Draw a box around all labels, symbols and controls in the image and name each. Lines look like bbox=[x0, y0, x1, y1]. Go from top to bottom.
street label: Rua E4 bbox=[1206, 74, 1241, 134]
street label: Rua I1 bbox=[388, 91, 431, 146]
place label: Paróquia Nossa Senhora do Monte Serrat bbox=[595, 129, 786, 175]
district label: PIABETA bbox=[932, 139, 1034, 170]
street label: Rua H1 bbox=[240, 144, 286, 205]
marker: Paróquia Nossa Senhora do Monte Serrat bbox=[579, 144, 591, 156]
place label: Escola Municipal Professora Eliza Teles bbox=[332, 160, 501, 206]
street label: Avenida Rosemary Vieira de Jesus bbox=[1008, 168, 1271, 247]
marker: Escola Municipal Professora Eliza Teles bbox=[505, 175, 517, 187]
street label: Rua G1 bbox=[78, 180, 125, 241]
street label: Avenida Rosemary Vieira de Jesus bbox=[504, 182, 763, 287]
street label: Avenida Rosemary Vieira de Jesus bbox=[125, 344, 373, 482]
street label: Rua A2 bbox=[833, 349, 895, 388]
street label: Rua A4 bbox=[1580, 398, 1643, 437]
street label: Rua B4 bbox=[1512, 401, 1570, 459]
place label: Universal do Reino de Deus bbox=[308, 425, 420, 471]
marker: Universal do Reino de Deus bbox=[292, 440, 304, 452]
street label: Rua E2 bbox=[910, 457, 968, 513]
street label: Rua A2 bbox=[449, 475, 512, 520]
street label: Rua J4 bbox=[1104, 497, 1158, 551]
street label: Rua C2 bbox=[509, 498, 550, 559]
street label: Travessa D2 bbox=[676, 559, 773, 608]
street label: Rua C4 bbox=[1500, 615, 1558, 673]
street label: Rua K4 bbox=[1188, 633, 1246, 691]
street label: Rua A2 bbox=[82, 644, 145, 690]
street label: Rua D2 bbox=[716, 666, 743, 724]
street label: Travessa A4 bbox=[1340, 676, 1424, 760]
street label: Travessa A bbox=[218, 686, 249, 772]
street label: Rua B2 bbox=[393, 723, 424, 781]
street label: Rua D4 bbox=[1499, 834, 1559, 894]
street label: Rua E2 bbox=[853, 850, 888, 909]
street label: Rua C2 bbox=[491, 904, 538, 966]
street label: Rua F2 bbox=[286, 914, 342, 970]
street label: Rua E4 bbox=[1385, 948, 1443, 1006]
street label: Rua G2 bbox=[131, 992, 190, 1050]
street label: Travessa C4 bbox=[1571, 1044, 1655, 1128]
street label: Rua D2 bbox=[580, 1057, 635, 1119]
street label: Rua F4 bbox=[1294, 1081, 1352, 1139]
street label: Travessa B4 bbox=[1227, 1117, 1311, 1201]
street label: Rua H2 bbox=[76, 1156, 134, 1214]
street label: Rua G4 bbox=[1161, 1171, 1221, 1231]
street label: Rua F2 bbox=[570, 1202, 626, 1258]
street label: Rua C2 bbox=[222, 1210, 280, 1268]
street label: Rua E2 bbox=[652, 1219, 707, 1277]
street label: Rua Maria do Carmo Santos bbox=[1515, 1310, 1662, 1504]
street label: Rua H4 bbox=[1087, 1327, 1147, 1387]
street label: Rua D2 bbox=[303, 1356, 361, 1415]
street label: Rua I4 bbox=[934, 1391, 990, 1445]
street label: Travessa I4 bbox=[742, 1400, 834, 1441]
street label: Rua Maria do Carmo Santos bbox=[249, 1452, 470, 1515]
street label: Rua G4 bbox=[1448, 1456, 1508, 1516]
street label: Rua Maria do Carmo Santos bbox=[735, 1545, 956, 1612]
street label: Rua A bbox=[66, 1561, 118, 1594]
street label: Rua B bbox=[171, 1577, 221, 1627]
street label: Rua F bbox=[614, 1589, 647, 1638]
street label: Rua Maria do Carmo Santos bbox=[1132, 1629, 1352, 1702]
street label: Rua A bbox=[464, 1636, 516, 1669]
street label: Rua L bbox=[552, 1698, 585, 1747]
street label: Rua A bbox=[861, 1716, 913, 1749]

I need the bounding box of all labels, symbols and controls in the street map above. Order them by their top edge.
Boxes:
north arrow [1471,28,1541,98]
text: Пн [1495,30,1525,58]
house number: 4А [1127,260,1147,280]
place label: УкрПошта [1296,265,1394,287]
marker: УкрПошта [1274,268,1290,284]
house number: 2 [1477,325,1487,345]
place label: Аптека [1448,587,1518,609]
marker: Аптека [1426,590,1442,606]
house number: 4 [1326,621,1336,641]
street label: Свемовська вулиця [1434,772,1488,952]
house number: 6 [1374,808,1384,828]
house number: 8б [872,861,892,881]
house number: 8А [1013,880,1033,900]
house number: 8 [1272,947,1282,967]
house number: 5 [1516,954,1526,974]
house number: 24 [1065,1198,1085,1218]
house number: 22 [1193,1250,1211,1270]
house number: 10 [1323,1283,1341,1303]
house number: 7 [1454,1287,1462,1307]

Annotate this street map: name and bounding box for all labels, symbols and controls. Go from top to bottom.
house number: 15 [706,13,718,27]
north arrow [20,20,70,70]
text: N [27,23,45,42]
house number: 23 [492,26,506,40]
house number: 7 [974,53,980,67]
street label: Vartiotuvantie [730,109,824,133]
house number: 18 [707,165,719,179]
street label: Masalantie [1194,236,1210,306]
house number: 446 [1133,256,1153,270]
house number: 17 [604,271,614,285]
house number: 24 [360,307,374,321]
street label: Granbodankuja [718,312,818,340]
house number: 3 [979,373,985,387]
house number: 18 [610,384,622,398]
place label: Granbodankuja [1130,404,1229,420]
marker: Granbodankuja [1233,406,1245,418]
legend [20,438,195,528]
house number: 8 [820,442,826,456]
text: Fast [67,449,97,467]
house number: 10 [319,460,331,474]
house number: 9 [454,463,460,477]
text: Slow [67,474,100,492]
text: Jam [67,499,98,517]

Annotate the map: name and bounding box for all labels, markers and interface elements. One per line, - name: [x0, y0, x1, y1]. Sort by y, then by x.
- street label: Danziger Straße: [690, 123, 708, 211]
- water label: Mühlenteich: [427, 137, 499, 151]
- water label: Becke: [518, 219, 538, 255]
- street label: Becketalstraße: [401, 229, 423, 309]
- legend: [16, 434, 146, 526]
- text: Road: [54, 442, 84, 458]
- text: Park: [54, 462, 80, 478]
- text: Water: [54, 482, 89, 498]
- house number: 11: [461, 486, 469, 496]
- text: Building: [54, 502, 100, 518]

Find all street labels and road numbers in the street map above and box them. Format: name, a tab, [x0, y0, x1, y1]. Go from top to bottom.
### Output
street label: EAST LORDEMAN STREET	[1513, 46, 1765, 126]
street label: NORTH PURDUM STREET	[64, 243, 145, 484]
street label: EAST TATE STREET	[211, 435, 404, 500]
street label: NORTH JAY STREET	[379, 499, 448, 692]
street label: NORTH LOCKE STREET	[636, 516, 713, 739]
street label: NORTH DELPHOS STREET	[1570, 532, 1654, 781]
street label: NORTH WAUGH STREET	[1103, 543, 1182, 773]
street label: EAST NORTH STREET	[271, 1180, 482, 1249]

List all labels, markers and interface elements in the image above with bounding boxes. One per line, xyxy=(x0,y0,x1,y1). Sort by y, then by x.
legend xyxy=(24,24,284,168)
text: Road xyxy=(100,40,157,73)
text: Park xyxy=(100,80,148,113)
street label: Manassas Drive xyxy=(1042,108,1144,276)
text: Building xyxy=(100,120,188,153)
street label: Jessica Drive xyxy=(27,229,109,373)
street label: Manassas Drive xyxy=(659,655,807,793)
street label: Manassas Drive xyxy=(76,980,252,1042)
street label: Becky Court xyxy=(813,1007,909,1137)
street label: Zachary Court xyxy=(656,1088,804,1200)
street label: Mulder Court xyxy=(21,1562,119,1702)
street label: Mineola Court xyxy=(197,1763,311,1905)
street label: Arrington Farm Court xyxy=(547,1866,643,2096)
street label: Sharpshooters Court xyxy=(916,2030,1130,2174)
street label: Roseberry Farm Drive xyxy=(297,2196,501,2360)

====================

Give the number of lines in the entries above that contain the word "EAST", with no accompanying text.

Response area :: 3